Mais uma repetição é vista na figura do professor Asdrúbal (Luiz Miranda). Assim como Pancrácio (Marco Nanini), o amigo de Candinho tem várias fantasias para ajudar na investigação do paradeiro do filho do protagonista. Só que Pancrácio era um sujeito que vivia com muitas dificuldades financeiras e usava os personagens que criava para pedir esmolas. Ou seja, unia o útil ao agradável. Asdrúbal é um homem elegante e bem-sucedido. Não há qualquer motivo para se vestir de mulher para fazer suas investigações. É apenas o artifício da obra anterior sendo repetido sem necessidade.
Além da saga da Dita, outra rara novidade da novela é o orfanato clandestino de Zulma (Heloísa Périssé). O núcleo, repleto de crianças, desperta atenção e a atriz tem uma deliciosa sintonia com Evelyn Castro, que interpreta Zenaide. E a vilã vem apresentando um interessante arco de redenção. No entanto, sua tentativa para dar um golpe do baú em Candinho é a mesma coisa que Sandra fez em 2016. Só falta a personagem conseguir armar um casamento com o protagonista e ser desmascarada em plena igreja, da mesma forma como aconteceu com o papel de Flávia Alessandra há nove anos.
"Êta Mundo Melhor!", dirigida com competência por Amora Mautner, não é uma novela ruim.

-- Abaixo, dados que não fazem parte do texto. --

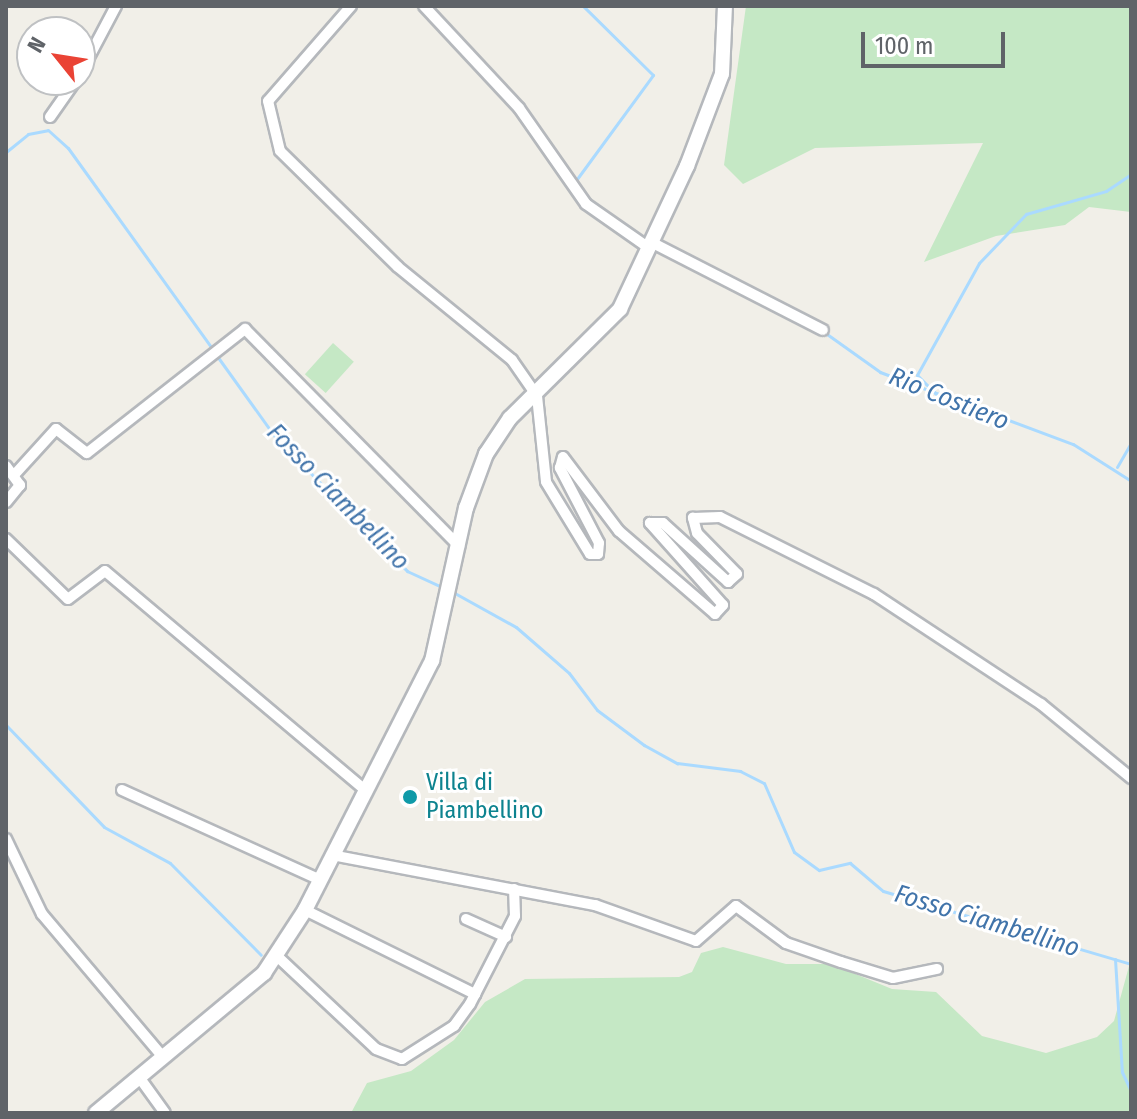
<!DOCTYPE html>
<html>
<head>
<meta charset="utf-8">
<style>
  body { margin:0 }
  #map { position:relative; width:1137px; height:1119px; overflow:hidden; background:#f1efe8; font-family:"Fira Sans Condensed",sans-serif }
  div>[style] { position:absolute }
  .green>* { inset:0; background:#c5e8c5; transform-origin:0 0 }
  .stream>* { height:3px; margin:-1.5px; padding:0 1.5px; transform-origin:1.5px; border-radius:1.5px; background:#aadaff }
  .roads { filter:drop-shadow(2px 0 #b5b8bc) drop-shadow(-2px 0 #b5b8bc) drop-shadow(0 2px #b5b8bc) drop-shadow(0 -2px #b5b8bc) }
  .minor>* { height:10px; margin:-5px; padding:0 5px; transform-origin:5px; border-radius:5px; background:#fff }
  .secondary>* { height:14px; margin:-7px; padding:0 7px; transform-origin:7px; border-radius:7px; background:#fff }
  .dots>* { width:22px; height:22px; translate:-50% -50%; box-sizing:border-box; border:4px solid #fff; border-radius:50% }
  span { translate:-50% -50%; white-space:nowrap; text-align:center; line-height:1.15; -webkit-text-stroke:6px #fff; paint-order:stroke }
  .culture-label { font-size:24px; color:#0d838f }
  .left { translate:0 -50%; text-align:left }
  .water-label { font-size:26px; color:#4174aa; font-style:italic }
  .frame { position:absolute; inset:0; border:8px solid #5f6368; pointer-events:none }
  .north { position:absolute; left:16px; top:16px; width:80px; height:80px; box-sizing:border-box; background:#fff; border:2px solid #bfc1c3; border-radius:50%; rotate:300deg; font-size:22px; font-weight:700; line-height:32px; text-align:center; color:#5f6368 }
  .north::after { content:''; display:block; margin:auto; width:28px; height:36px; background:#ea4335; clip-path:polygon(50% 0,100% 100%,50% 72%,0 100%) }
  .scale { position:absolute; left:861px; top:32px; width:144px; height:36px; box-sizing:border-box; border:4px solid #5f6368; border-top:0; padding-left:10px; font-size:24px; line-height:28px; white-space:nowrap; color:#5f6368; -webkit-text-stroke:6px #fff; paint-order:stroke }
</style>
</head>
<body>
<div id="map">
  <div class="green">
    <i style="clip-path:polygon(746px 6px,1131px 6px,1131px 212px,1089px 207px,1065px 225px,996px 236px,924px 262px,983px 143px,815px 148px,743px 184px,724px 165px)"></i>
    <i style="left:333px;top:343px;width:28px;height:42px;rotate:42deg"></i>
    <i style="clip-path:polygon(723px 947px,786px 964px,831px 964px,892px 989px,936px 992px,982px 1036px,1046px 1053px,1097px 1037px,1114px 1021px,1131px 959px,1131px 1113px,351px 1113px,367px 1083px,411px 1071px,454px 1040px,485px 1002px,525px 979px,679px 977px,692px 972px,701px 953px)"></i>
  </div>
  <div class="stream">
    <i style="left:6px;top:152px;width:28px;rotate:-39deg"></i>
    <i style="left:28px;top:134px;width:20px;rotate:-11deg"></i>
    <i style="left:48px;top:130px;width:27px;rotate:42deg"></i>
    <i style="left:68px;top:148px;width:249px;rotate:54.3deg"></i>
    <i style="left:574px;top:183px;width:134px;rotate:-53.8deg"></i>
    <i style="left:653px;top:75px;width:98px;rotate:-135.4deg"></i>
    <i style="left:824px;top:332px;width:69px;rotate:35.5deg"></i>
    <i style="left:880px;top:372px;width:206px;rotate:20.5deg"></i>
    <i style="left:1073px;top:444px;width:69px;rotate:32.5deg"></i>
    <i style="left:217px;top:356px;width:101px;rotate:54.3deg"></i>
    <i style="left:276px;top:438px;width:187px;rotate:45.4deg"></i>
    <i style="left:407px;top:571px;width:41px;rotate:24.7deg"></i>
    <i style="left:939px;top:397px;width:31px;rotate:-135deg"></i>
    <i style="left:917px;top:375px;width:128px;rotate:-61deg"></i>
    <i style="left:979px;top:263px;width:68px;rotate:-46.2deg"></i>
    <i style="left:1026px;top:214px;width:83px;rotate:-16deg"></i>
    <i style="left:1106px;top:191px;width:30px;rotate:-34deg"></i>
    <i style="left:1117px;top:467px;width:28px;rotate:-60deg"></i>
    <i style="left:451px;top:591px;width:74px;rotate:29deg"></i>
    <i style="left:516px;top:627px;width:70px;rotate:41deg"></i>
    <i style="left:569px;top:673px;width:46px;rotate:52.9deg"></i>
    <i style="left:597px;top:710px;width:59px;rotate:36.7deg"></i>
    <i style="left:644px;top:745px;width:38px;rotate:29deg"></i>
    <i style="left:677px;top:763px;width:64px;rotate:7.2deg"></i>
    <i style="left:740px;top:771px;width:27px;rotate:27deg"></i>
    <i style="left:764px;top:783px;width:75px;rotate:66.5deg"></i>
    <i style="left:794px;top:852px;width:31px;rotate:36deg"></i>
    <i style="left:819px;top:870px;width:32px;rotate:-13deg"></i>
    <i style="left:850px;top:863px;width:43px;rotate:40.3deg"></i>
    <i style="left:883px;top:891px;width:259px;rotate:16.4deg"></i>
    <i style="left:6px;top:725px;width:141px;rotate:46.1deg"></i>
    <i style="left:104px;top:827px;width:75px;rotate:28.6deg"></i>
    <i style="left:170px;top:863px;width:129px;rotate:45.3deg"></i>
    <i style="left:1115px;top:959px;width:113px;rotate:86.5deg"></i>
    <i style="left:1122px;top:1072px;width:21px;rotate:65deg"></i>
  </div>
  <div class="roads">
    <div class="minor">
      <i style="left:351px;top:6px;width:126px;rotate:131.1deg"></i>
      <i style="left:268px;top:101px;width:51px;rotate:76.5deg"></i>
      <i style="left:280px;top:151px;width:165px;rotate:44.5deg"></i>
      <i style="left:398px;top:267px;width:147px;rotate:39.2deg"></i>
      <i style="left:512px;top:360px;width:44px;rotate:55.2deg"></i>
      <i style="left:537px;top:396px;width:86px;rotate:84deg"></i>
      <i style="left:546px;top:482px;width:84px;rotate:58.6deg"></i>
      <i style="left:590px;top:554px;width:8px"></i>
      <i style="left:598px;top:554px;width:11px;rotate:-85deg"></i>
      <i style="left:599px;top:543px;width:85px;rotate:-117.5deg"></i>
      <i style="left:560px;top:468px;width:11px;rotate:-75deg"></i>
      <i style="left:563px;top:457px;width:93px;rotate:52.9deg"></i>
      <i style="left:619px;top:531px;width:127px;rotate:40.8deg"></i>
      <i style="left:715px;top:614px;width:12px;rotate:-48deg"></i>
      <i style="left:723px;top:605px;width:110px;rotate:-131.7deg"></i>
      <i style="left:650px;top:523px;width:13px"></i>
      <i style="left:663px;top:523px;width:88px;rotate:42.2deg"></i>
      <i style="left:728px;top:582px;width:12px;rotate:-42deg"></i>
      <i style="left:737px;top:574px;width:57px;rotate:-134.3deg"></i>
      <i style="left:697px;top:533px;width:16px;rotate:-105deg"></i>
      <i style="left:693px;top:518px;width:27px;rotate:-2deg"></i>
      <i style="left:720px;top:517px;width:172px;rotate:26.6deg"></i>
      <i style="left:874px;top:594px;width:200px;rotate:33.4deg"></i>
      <i style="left:1041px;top:704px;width:117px;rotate:39.4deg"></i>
      <i style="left:424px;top:6px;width:139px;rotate:47deg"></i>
      <i style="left:519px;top:108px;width:117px;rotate:55.1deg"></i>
      <i style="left:586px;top:204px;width:77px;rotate:34.9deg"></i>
      <i style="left:80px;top:74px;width:77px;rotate:-62.1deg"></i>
      <i style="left:50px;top:117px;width:45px;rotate:-54.9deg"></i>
      <i style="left:651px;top:242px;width:193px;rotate:27.1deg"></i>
      <i style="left:6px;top:466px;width:24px;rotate:54deg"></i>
      <i style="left:20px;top:485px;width:22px;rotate:129deg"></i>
      <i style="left:15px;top:474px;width:61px;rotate:-47.7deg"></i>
      <i style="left:56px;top:429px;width:39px;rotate:38deg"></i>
      <i style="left:87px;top:453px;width:201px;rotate:-38.1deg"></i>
      <i style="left:245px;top:329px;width:305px;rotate:45.4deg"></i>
      <i style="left:6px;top:539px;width:86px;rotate:44.1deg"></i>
      <i style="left:68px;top:599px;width:46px;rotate:-37.1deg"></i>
      <i style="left:105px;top:571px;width:340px;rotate:40.1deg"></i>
      <i style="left:122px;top:790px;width:217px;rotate:24.4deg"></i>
      <i style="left:6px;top:839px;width:83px;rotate:64.4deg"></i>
      <i style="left:42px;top:914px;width:187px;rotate:49.8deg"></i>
      <i style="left:332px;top:855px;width:268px;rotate:10.8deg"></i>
      <i style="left:595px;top:905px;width:107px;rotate:19.6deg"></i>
      <i style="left:696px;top:941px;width:53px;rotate:-41.2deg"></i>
      <i style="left:736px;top:906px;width:62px;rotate:36.5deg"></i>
      <i style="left:786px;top:943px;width:58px;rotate:19.1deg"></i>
      <i style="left:841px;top:962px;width:54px;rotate:17.1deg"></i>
      <i style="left:893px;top:978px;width:45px;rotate:-11.6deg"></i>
      <i style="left:305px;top:910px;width:190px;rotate:26.3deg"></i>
      <i style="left:466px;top:919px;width:44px;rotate:24.2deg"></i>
      <i style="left:278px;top:957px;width:134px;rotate:43.2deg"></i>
      <i style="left:376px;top:1049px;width:28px;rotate:21deg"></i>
      <i style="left:402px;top:1059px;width:62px;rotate:-32.4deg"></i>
      <i style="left:454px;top:1026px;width:27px;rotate:-54deg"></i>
      <i style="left:470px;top:1004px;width:99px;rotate:-62.9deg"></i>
      <i style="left:515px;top:916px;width:27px;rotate:-92deg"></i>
      <i style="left:139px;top:1077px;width:44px;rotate:54.2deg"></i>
    </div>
    <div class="secondary">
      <i style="left:96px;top:1113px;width:219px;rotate:-39.8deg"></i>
      <i style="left:264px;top:973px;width:75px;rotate:-56.9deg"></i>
      <i style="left:305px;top:910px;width:280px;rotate:-63deg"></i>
      <i style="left:432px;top:661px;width:157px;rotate:-77.5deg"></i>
      <i style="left:466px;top:508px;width:58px;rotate:-69.7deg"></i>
      <i style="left:486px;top:454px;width:43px;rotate:-56.3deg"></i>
      <i style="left:510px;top:418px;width:155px;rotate:-44.7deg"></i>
      <i style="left:620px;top:309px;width:158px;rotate:-64.9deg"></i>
      <i style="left:687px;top:166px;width:98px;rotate:-69.2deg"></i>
      <i style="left:722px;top:74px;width:68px;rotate:-87.5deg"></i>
    </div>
  </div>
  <div class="dots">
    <i style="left:410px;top:797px;background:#0f9aa8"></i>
  </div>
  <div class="culture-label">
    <span class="left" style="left:426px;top:797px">Villa di<br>Piambellino</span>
  </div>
  <div class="water-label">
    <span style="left:949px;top:399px;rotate:22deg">Rio Costiero</span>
    <span style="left:338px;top:497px;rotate:46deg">Fosso Ciambellino</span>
    <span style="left:987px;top:921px;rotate:17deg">Fosso Ciambellino</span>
  </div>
  <div class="frame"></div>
  <div class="north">N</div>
  <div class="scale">100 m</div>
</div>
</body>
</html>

Longe disso. Até porque qualquer produção das seis com o DNA do Walcyr costuma ser infalível. Ainda que o autor não escreva mais o folhetim (ele saiu no capítulo 30 para se dedicar aos trabalhos da sua próxima trama das nove, prevista para 2026), a história tem a sua essência e Mauro Wilson vem desenvolvendo com muita similaridade. Só que o enredo não apresenta muitos acontecimentos e a maioria do que é exibido o público já viu na obra de 2016 e que foi reprisada há apenas cinco anos. O que se constata que é a atual trama não é uma continuação e, sim, um remake de "Êta Mundo Bom!".
Um comentário:
Pessoalmente, eu acho que tanto as continuações quanto os remakes exigem
talento extra de quem faz o trabalho. Sem ele - em minha opinião, o risco de criar uma obra inferior à original ou totalmente dissociada dela é grande.